■ **TASK DETAILS**
Write out all of the data again, precisely as it appears.

(Recorded data)
··········

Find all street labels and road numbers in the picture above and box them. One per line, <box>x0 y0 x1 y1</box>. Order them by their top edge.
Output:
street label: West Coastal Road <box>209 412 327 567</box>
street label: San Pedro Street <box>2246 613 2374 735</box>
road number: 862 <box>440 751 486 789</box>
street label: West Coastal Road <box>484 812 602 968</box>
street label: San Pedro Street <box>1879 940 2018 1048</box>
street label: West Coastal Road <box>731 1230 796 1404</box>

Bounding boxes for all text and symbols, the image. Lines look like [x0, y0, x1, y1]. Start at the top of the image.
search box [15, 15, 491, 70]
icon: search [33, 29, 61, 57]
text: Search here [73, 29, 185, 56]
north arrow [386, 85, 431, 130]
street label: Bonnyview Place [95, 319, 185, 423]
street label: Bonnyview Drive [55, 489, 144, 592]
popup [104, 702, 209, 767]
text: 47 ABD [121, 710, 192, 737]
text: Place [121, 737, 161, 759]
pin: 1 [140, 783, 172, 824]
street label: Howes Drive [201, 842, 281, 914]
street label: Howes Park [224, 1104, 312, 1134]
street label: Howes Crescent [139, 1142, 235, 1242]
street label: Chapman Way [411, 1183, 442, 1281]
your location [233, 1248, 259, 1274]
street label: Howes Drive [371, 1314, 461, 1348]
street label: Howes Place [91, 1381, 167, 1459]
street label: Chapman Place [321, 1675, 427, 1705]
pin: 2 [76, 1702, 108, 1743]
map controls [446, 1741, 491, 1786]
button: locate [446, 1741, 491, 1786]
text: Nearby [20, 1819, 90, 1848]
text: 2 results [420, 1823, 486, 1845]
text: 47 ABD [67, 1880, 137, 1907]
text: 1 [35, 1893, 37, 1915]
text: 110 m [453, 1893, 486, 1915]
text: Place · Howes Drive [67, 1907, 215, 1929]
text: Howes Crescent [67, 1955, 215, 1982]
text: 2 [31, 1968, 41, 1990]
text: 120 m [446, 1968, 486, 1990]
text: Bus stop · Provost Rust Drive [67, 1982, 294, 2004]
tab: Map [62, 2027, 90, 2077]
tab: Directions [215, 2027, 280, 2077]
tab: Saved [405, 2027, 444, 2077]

··········

■ **TASK RESULT**
Find all street labels and road numbers in the picture above and box them. One per line, <box>x0 y0 x1 y1</box>. Order them by their top edge.
Output:
street label: West Coastal Road <box>209 412 327 567</box>
street label: San Pedro Street <box>2246 613 2374 735</box>
road number: 862 <box>440 751 486 789</box>
street label: West Coastal Road <box>484 812 602 968</box>
street label: San Pedro Street <box>1879 940 2018 1048</box>
street label: West Coastal Road <box>731 1230 796 1404</box>

Bounding boxes for all text and symbols, the image. Lines look like [x0, y0, x1, y1]. Start at the top of the image.
search box [15, 15, 491, 70]
icon: search [33, 29, 61, 57]
text: Search here [73, 29, 185, 56]
north arrow [386, 85, 431, 130]
street label: Bonnyview Place [95, 319, 185, 423]
street label: Bonnyview Drive [55, 489, 144, 592]
popup [104, 702, 209, 767]
text: 47 ABD [121, 710, 192, 737]
text: Place [121, 737, 161, 759]
pin: 1 [140, 783, 172, 824]
street label: Howes Drive [201, 842, 281, 914]
street label: Howes Park [224, 1104, 312, 1134]
street label: Howes Crescent [139, 1142, 235, 1242]
street label: Chapman Way [411, 1183, 442, 1281]
your location [233, 1248, 259, 1274]
street label: Howes Drive [371, 1314, 461, 1348]
street label: Howes Place [91, 1381, 167, 1459]
street label: Chapman Place [321, 1675, 427, 1705]
pin: 2 [76, 1702, 108, 1743]
map controls [446, 1741, 491, 1786]
button: locate [446, 1741, 491, 1786]
text: Nearby [20, 1819, 90, 1848]
text: 2 results [420, 1823, 486, 1845]
text: 47 ABD [67, 1880, 137, 1907]
text: 1 [35, 1893, 37, 1915]
text: 110 m [453, 1893, 486, 1915]
text: Place · Howes Drive [67, 1907, 215, 1929]
text: Howes Crescent [67, 1955, 215, 1982]
text: 2 [31, 1968, 41, 1990]
text: 120 m [446, 1968, 486, 1990]
text: Bus stop · Provost Rust Drive [67, 1982, 294, 2004]
tab: Map [62, 2027, 90, 2077]
tab: Directions [215, 2027, 280, 2077]
tab: Saved [405, 2027, 444, 2077]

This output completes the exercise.